How would the code look in C++? There are many ways. One is the ‘big fat for loop’, or in C++ 11, for each:

    const int tmp[] = {1,2,3,4,5,6,7,8,9,0};
    const vector<int> v(&tmp[0], &tmp[10]);

    vector<int> filtered;

    for(auto i: v)
    {
        if(i % 2 == 0)
            filtered.push_back(i * 2);
    }

This looks simple enough, apart from the initialization syntax that gets better with C++ 11. But it’s simplicity is misleading. We have now lost the information that our computation is composed by a filter and a map. It’s all intermingled. Obviously, the info is still there in some sense, but you need to read each line in your head and figure out the structure on your own. It is not readily apparent to the reader.

Obviously, things get much worse in a large program composed of several loops where each one does not trivial stuff. As for me, every time I indulge into the ‘big fat for loop pattern’, I end up regretting it either immediately or after some time when I have to make changes to the code. So I try to avoid it.

Wait a minute, you might say, what about STL algorithms? Aren’t you supposed to use those?

The syntax to call them is not very compositional. You cannot take the result of an algorithm and pass it to another easily. It is difficult to chain them that way. Everything takes two iterators, even if 99% of the times you are just using begin and end. Moreover, you have to create all sort of temporary data structures for the sake of not modifying your original one. Once you have done all of that, the syntactic weight of your code overwhelm the simplicity of what you are trying to do.

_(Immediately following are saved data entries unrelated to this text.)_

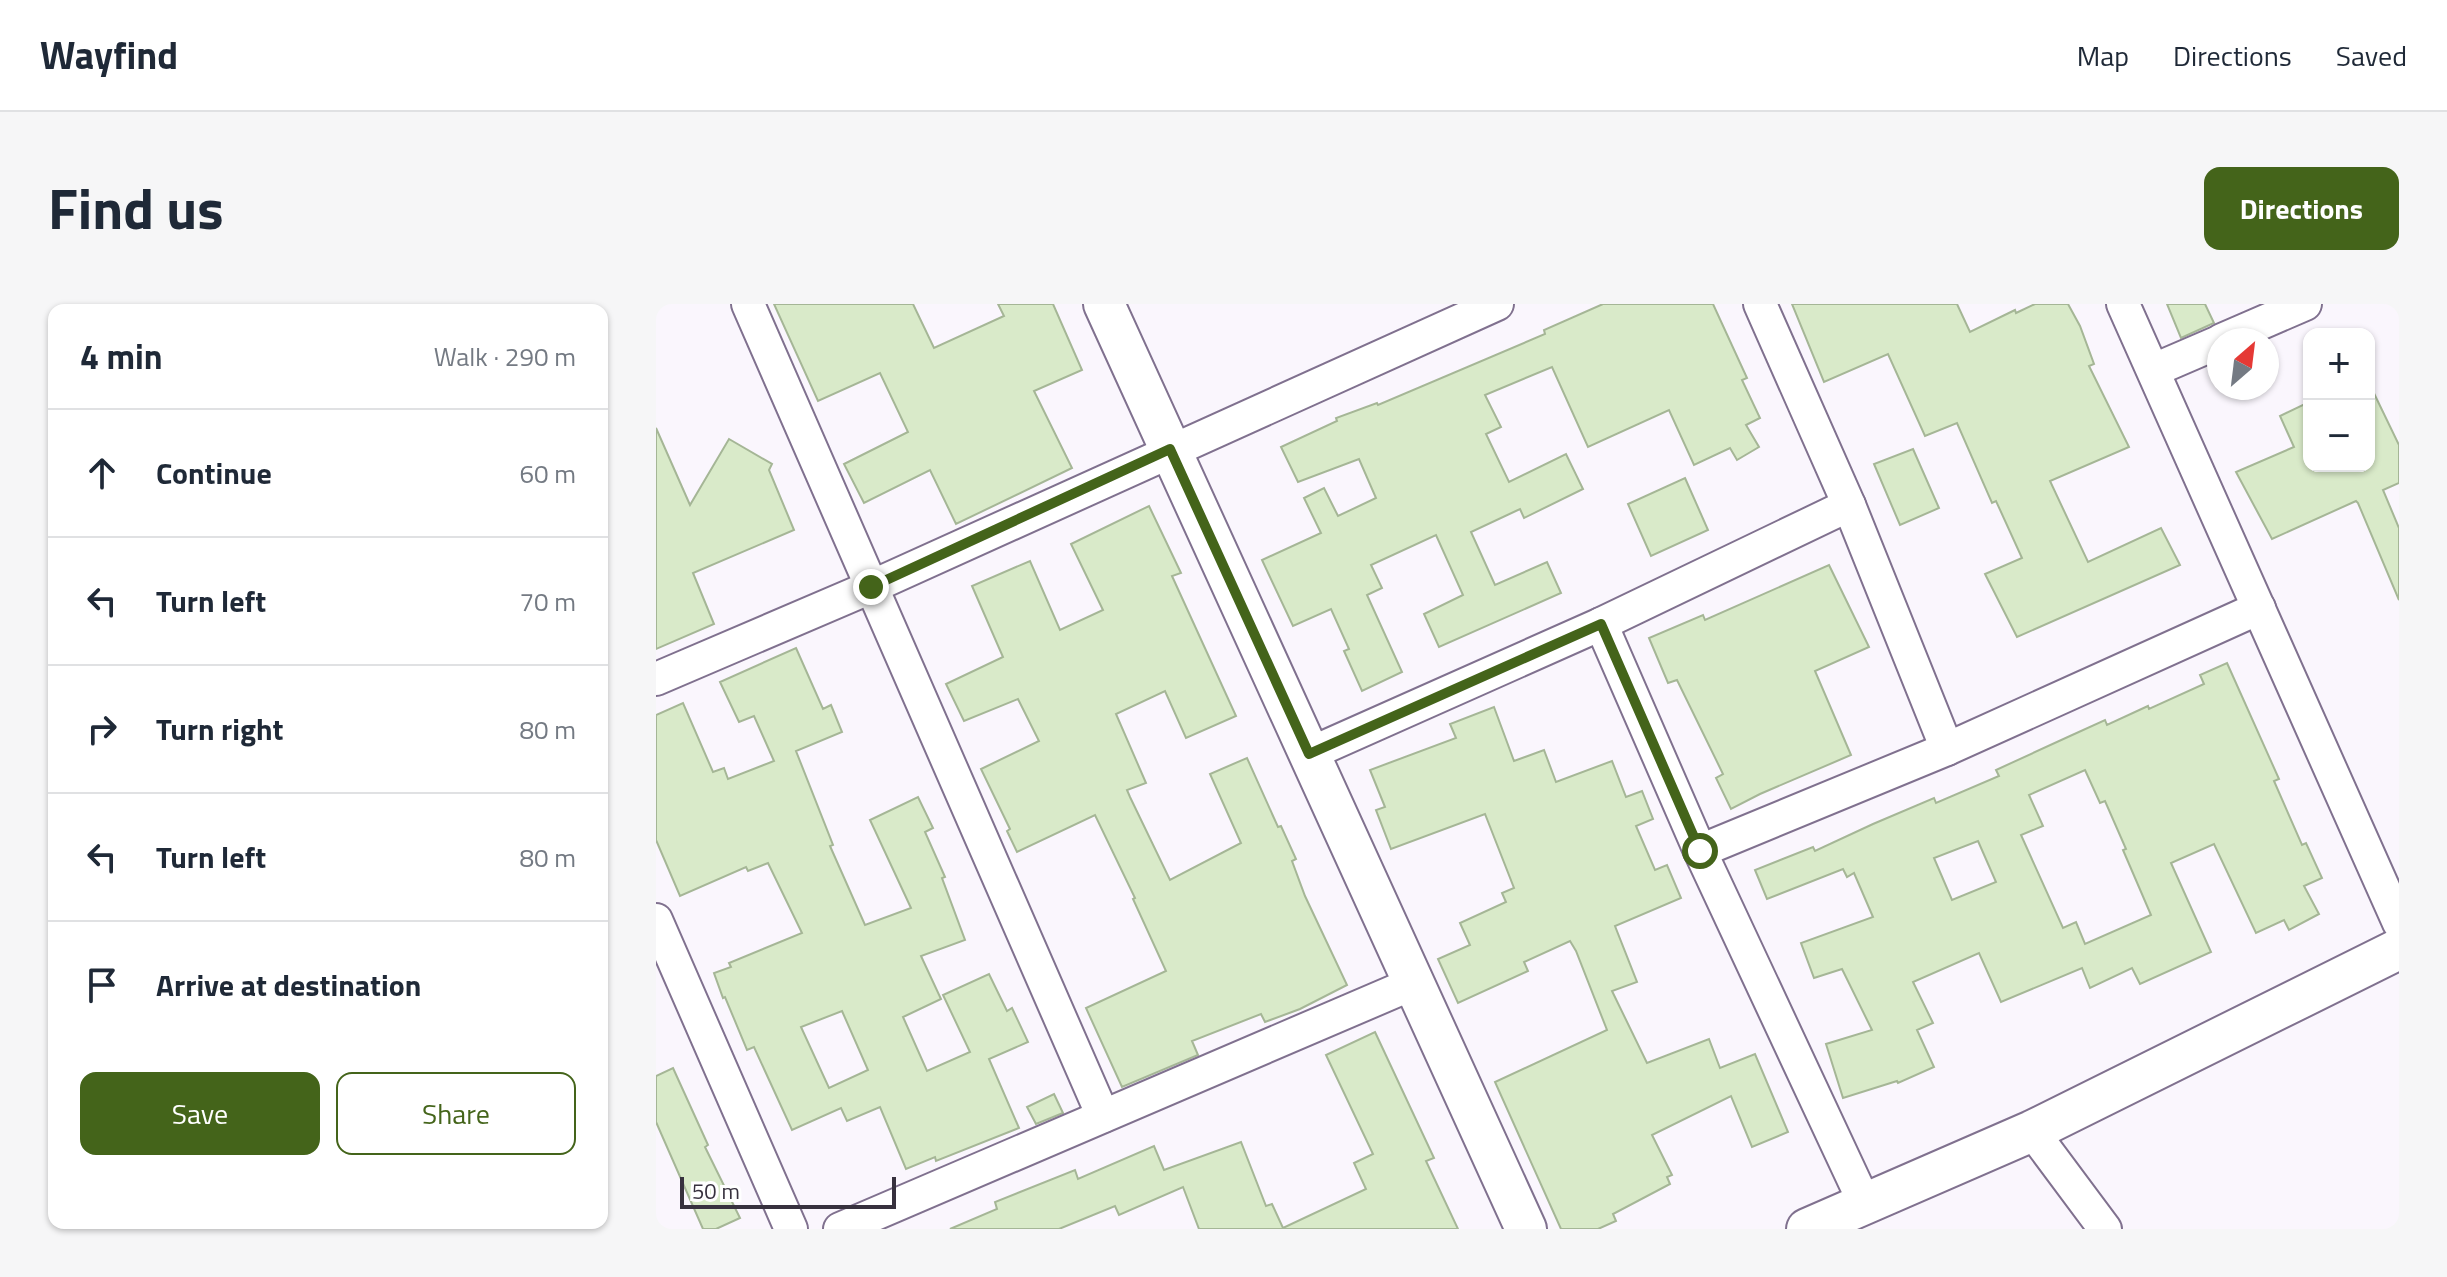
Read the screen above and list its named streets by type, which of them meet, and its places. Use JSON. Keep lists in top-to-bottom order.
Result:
{
  "scale_bar": "50 m",
  "north": "top right",
  "page": {
    "header": "Wayfind",
    "nav": ["Map", "Directions", "Saved"],
    "title": "Find us",
    "buttons": [
      "Directions",
      ["Save", "Share"]
    ],
    "heading": ["4 min", "Walk · 290 m"],
    "map_buttons": ["+", "−"],
    "list": [
      ["Continue", "60 m"],
      ["Turn left", "70 m"],
      ["Turn right", "80 m"],
      ["Turn left", "80 m"],
      "Arrive at destination"
    ],
    "scale": "50 m"
  }
}
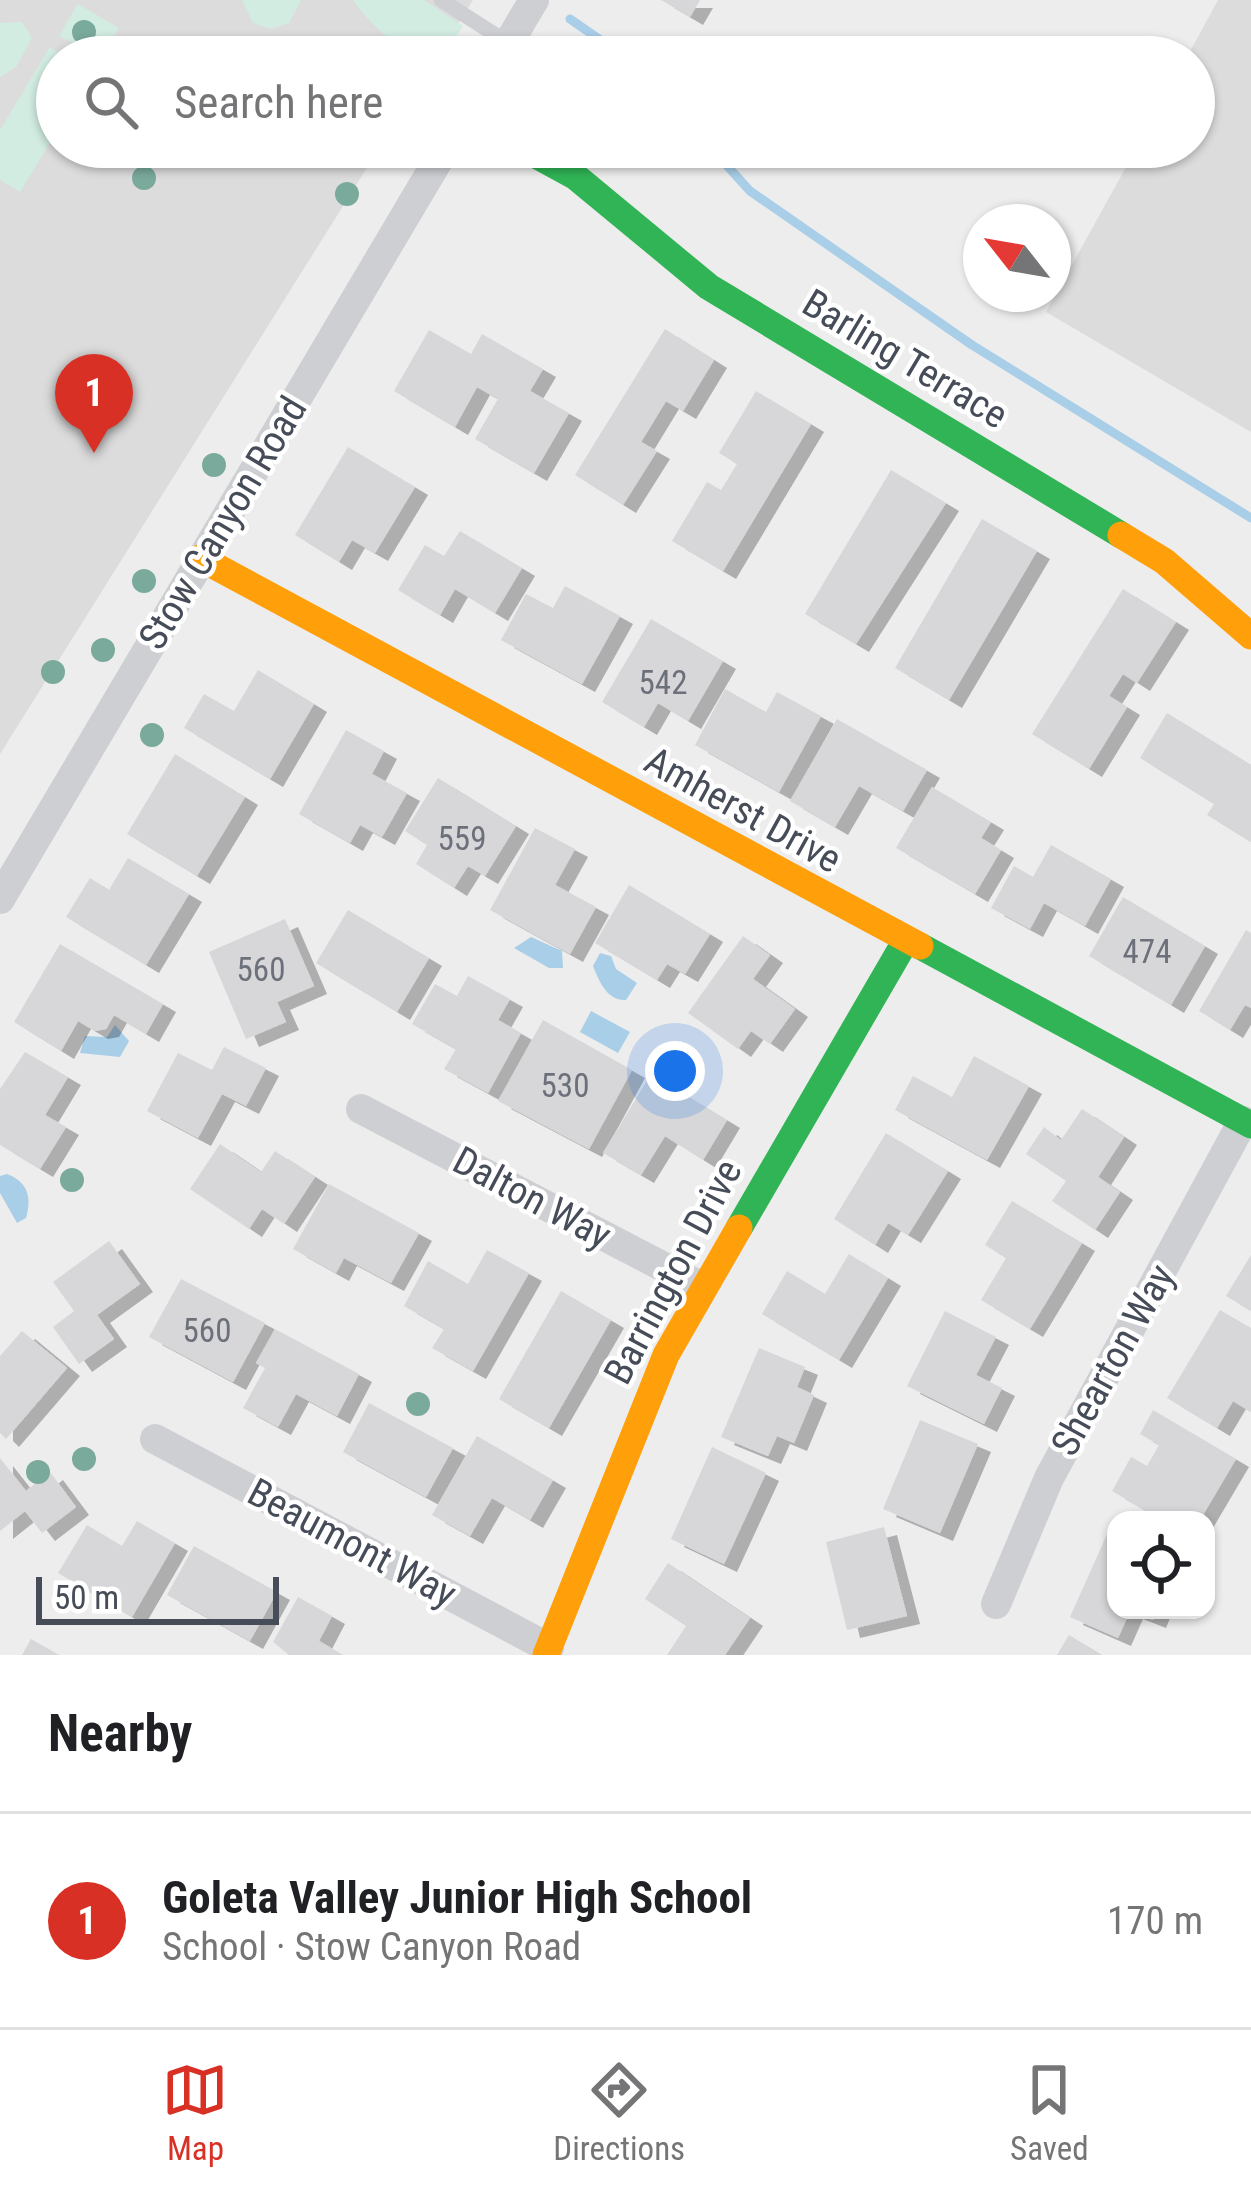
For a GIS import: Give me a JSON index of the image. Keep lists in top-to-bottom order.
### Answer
{
  "streets": {
    "street": [
      "Barling Terrace",
      "Stow Canyon Road",
      "Amherst Drive",
      "Dalton Way",
      "Barrington Drive",
      "Shearton Way",
      "Beaumont Way"
    ]
  },
  "crossings": [
    ["Stow Canyon Road", "Amherst Drive"],
    ["Amherst Drive", "Barrington Drive"],
    ["Amherst Drive", "Shearton Way"],
    ["Dalton Way", "Barrington Drive"],
    ["Barrington Drive", "Beaumont Way"]
  ],
  "house_numbers": [
    "542",
    "559",
    "474",
    "560",
    "530",
    "560"
  ],
  "scale_bar": "50 m",
  "north": "top left",
  "page": {
    "search": "Search here",
    "pins": "1",
    "scale": "50 m",
    "heading": "Nearby",
    "list": [
      {
        "mark": "1",
        "name": "Goleta Valley Junior High School",
        "note": "School · Stow Canyon Road",
        "value": "170 m"
      }
    ],
    "nav": ["Map", "Directions", "Saved"]
  }
}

For example, here is the same code using ‘transform’ for the ‘map’ part of the algorithm:

    vector<int> filtered;
    copy_if(begin(v), end(v), back_inserter(filtered), [](int x) { return x % 2 == 0;});
    
    vector<int> transformed;
    transform(begin(filtered), end(filtered), back_inserter(transformed), [](int x) { return x * 2;});

I’m not arguing that STL is a bad library, I think it is a great one. It’s just that its syntax is not very compositional. And that breaks the magic.

Luckily, help is on the way in the form of the Range library and OvenToBoost. These libraries ‘pack’ the two iterators in a single structure and override the ‘|’ operator to come up with something as below:

    auto result =
        v
        | filtered(   [] (int i) { return i % 2 == 0;})
        | transformed([] (int i) { return i * 2;});

If you use Boost lambdas (not sure I’d do that), the syntax gets even better:

    auto result =
        v
        | filtered(   _1 % 2 == 0)
        | transformed(_1 * 2);

Ok, so we regained compositionality and clarity, but what price are we paying? Apart from the dependency from Boost::Range and OvenToBoost, you might think that this code would be slower than a normal for loop. And you would be right. But maybe not by as much as you would think.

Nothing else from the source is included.